The capabilities method allows the dataset to be queried to see if it supports an interface. Presently this is done by inheritance and instanceof is used to check.


Instead, we use calls to the capabilities method:

 ds= DDataSet.createRank1(100);
 WriteCapability write= ds.capability( WriteCapability.class );
 write.putValue( 99, -1e31 );

This has the virtue of allowing capabilities to be removed, and existing objects extended. (We need to consider putCapability as well.)

This also allows datasets to advertise capabilities that they are very good at. For example, a rank 3 DDataSet is implemented with a 1-D double array, yet a complex DataSetIterator is typically used to iterate through the points.
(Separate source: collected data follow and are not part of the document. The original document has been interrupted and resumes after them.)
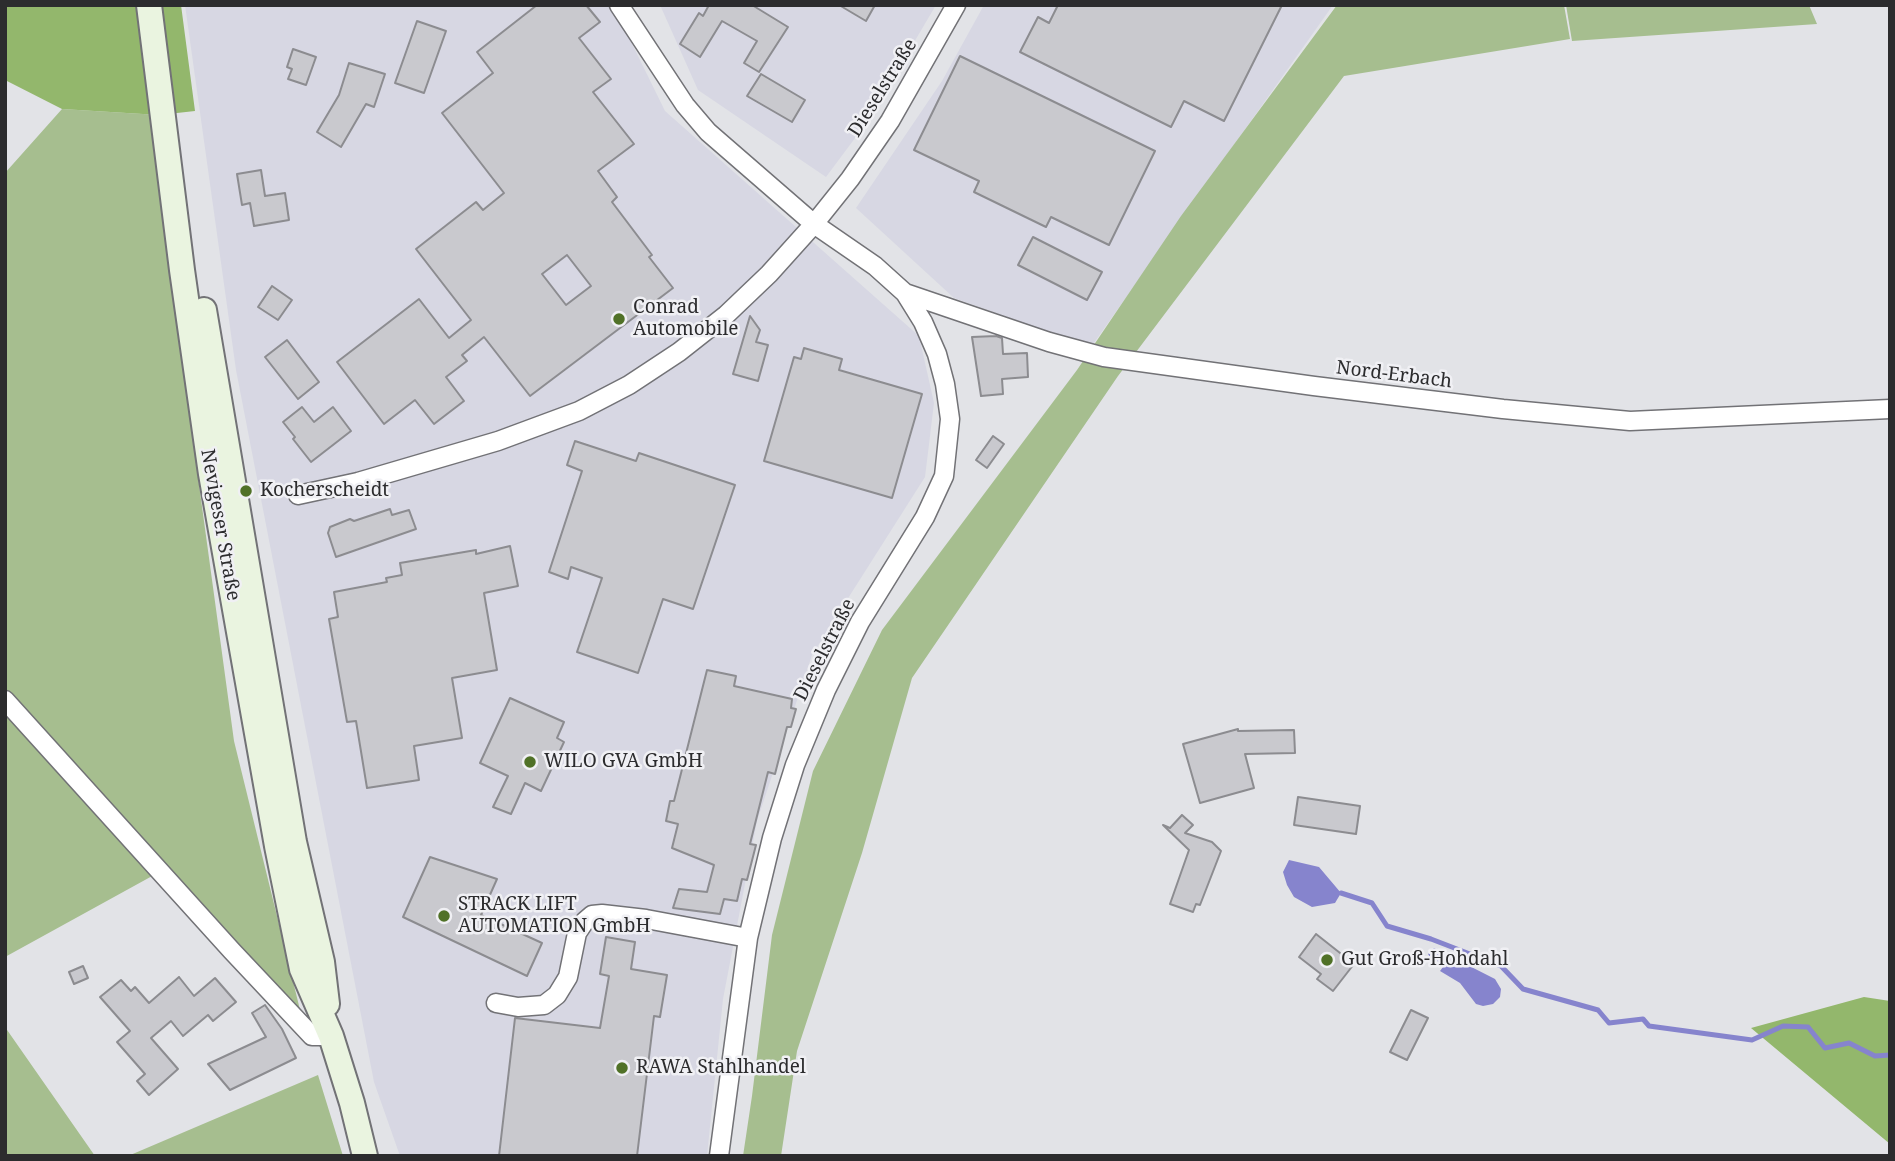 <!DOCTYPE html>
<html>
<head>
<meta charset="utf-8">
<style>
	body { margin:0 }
	#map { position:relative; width:1895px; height:1161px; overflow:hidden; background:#e2e3e7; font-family:"Noto Serif",serif }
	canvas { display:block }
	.frame { position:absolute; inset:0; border:7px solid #2c2c2e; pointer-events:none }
</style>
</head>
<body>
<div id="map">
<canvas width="1895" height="1161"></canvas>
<div class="frame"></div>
</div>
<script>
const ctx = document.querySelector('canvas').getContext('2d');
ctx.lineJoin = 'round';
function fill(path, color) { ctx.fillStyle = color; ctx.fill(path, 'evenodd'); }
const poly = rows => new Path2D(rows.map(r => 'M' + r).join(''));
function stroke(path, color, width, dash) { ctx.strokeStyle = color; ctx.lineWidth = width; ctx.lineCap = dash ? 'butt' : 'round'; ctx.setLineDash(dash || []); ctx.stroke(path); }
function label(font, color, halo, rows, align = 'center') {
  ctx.font = font + ' "Noto Serif",serif'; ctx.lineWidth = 5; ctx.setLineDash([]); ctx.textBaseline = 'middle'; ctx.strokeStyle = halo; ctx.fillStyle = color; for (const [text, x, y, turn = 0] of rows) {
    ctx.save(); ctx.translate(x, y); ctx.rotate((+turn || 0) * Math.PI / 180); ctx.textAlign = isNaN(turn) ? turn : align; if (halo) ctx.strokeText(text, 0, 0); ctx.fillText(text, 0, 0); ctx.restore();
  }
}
const built = poly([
	[185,5,613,5,665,111,919,336,934,403,925,477,812,655,757,821,723,999,707,1156,400,1156,374,1082,236,370],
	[660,5,936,5,867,122,826,177,698,90],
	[984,5,1333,5,1091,347,954,298,856,208,942,81]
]);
const green = poly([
	[1337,5,1564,5,1570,39,1344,76,1118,376,912,678,862,853,797,1051,781,1156,743,1156,752,1096,772,935,813,771,882,630,1077,370,1181,216],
	[1566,5,1809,5,1817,24,1572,41],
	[62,109,159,115,191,426,234,741,303,1022,154,875,5,957,5,173],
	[5,1027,95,1156,5,1156],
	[318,1075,343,1156,128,1156]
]);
const forest = poly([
	[5,5,181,5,195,111,159,115,62,109,5,80],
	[1864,997,1890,1001,1890,1144,1751,1028]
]);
const water = poly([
	[1289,860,1319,867,1341,893,1335,903,1312,907,1294,897,1287,885,1283,872],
	[1434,948,1495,979,1501,989,1500,997,1493,1004,1483,1006,1476,1004,1460,983,1440,971,1443,967,1435,958,1430,957,1428,954]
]);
const stream = poly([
	[1341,893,1372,903,1387,926,1431,939,1501,966,1523,989,1598,1010,1609,1023,1643,1019,1649,1026,1752,1040,1783,1026,1808,1027,1825,1048,1849,1043,1875,1056,1890,1055]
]);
const building = poly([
	[537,5,586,5,600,22,579,38,611,79,593,92,634,144,598,171,617,197,612,202,652,255,649,257,673,288,530,396,484,337,462,355,467,361,446,377,464,401,434,424,415,400,384,424,337,362,419,299,449,338,471,320,416,249,476,202,483,210,504,193,442,113,493,73,477,52,537,5],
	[567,255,591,286,566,305,542,274,567,255],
	[709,5,752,5,788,27,759,72,744,63,757,41,722,21,700,57,680,44,699,13,703,16,709,5],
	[839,5,875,5,866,21,839,5],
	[1058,5,1282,5,1224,121,1184,101,1171,127,1020,52,1038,17,1049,23,1058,5],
	[417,21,446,31,424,93,395,83,417,21],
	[293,49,316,57,306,85,288,79,292,69,287,67,293,49],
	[960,56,1155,151,1109,245,1051,217,1046,227,974,192,979,181,914,150,960,56],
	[349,63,385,74,374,107,366,104,341,147,317,132,339,95,349,63],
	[761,74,805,100,792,122,747,96,761,74],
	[261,170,265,196,285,193,289,220,254,226,250,203,242,205,237,174,261,170],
	[1033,237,1102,272,1087,300,1018,265,1033,237],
	[272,286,292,300,278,320,258,307,272,286],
	[750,316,760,330,756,342,768,345,758,381,733,374,750,316],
	[996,336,1002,338,1003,354,1027,353,1028,377,1002,379,1003,394,981,396,972,337,996,336],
	[287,340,319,382,298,399,265,357,287,340],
	[804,348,842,359,839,370,922,394,892,498,764,461,794,357,801,359,804,348],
	[302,407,314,422,333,407,351,431,311,462,293,439,295,437,283,422,302,407],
	[993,436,1004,444,987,468,976,460,993,436],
	[575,441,636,461,639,453,735,485,693,609,663,599,638,673,577,652,602,578,571,567,568,579,549,572,582,471,567,465,575,441],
	[390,509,392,515,409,510,416,529,336,557,328,533,330,527,350,519,354,521,390,509],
	[510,546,518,586,484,593,497,670,452,678,462,738,414,746,419,780,367,788,356,721,347,722,329,619,338,617,334,592,387,582,386,578,402,575,400,563,476,550,476,554,510,546],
	[707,670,736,676,734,686,792,699,791,708,796,709,791,727,787,727,775,774,768,772,750,844,756,845,747,880,742,879,737,901,724,899,720,914,673,908,679,889,707,892,714,865,672,848,678,824,666,821,670,801,674,801,707,670],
	[510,698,564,722,557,738,564,742,541,791,525,783,511,814,493,807,508,776,480,763,510,698],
	[1238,729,1238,731,1294,730,1295,753,1245,754,1254,788,1200,803,1183,744,1238,729],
	[1298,797,1360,806,1356,834,1294,825,1298,797],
	[1182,815,1193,825,1185,833,1212,842,1221,851,1200,905,1196,904,1193,912,1170,904,1189,850,1163,825,1170,828,1182,815],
	[430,857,497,879,481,915,542,943,527,976,403,917,430,857],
	[1316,934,1354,964,1333,991,1317,979,1321,974,1299,957,1316,934],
	[606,937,635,942,631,969,667,975,660,1017,654,1016,637,1156,499,1156,515,1018,600,1028,609,976,600,974,606,937],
	[83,966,88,978,74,984,69,972,83,966],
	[179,977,194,996,215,978,236,1002,213,1021,208,1015,183,1036,171,1021,151,1038,178,1069,149,1095,137,1081,145,1074,117,1042,130,1031,100,997,121,980,131,991,135,987,149,1003,179,977],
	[265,1005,282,1029,296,1058,230,1090,208,1064,266,1037,252,1013,265,1005],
	[1411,1010,1428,1018,1407,1060,1390,1052,1411,1010]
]);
const street = poly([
	[619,5,685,105,708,132,814,224,875,266,905,293,923,322,937,354,945,384,950,419,944,476,925,517,860,622,826,690,795,765,772,838,748,938,719,1156],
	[905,293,1049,342,1104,357,1314,386,1503,409,1630,421,1890,409],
	[298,495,358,482,498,441,579,411,629,385,679,352,726,315,769,274,814,224,850,179,890,121,956,5],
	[5,700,232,951,312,1036,331,1036],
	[496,1003,518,1007,544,1005,557,995,568,977,577,933,585,921,592,915,602,914,646,919,748,938]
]);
const secondary = poly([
	[149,5,182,270,211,474,277,846,302,969,331,1036,352,1103,365,1156],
	[204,310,294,842,322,962,327,1004]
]);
const markers = [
	[619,319,7,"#507127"],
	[246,491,7,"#507127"],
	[530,762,7,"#507127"],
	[444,916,7,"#507127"],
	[1327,960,7,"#507127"],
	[622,1068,7,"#507127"]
];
const streetNames = [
	["Dieselstraße",883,88,-58],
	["Nord-Erbach",1394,375,7],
	["Nevigeser Straße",220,525,80],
	["Dieselstraße",825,650,-63]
];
const poiNames = [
	["Conrad",633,308],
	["Automobile",633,330],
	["Kocherscheidt",260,491],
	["WILO GVA GmbH",544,762],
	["STRACK LIFT",458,905],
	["AUTOMATION GmbH",458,927],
	["Gut Groß-Hohdahl",1341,960],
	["RAWA Stahlhandel",636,1068]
];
fill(built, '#d7d7e3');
fill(green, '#a6be8f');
fill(forest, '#93b76c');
fill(water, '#8684cd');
stroke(stream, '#8684cd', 5);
fill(building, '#c9c9ce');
stroke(building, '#8c8c90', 2);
stroke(street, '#727276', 21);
stroke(secondary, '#727276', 28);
stroke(street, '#fff', 18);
stroke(secondary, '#eaf4e0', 24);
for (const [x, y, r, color] of markers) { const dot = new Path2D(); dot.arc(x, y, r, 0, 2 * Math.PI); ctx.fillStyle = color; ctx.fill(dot); stroke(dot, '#f0f0f4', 2.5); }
label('19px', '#2c2c2e', '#f0f0f4', streetNames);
label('19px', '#2c2c2e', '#f0f0f4', poiNames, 'left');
</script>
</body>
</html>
Note the use of capabilities should be limited to when the implementor can clearly write a superior implementation to the default implementation. Any client code must handle the typical case when a capability is not available.

3.2. Should Slice and Trim be Capabilities or Extensions to the QDataSet Interface

Slice and trim are very basic dataset operations. As of now, these are only performed by wrapping existing datasets, and are not "native" operations. Clearly these native operations need to be made accessible, but should this be through the capabilities interface or as an extension to QDataSet? Here it is as a capability:

 ds= DDataSet.createRank2( 5,30 );
 Slice s= ds.capability( Slice.class );
 if ( s!=null ) s.slice( 1 )

The lookup could be buried in DataSetOps.slice0, and the dataset wrapper avoided. So there is no additional syntax burden here.

If it were an extension to the interface:

 ds= DDataSet.createRank2( 5,30 );
 ds.slice( 1 )

but then dataset implementations must implement this as well. Note that most datasets extend AbstractDataSet, and this is not overly burdensome.

NOTE: slice and trim were added to the QDataSet interface a while back.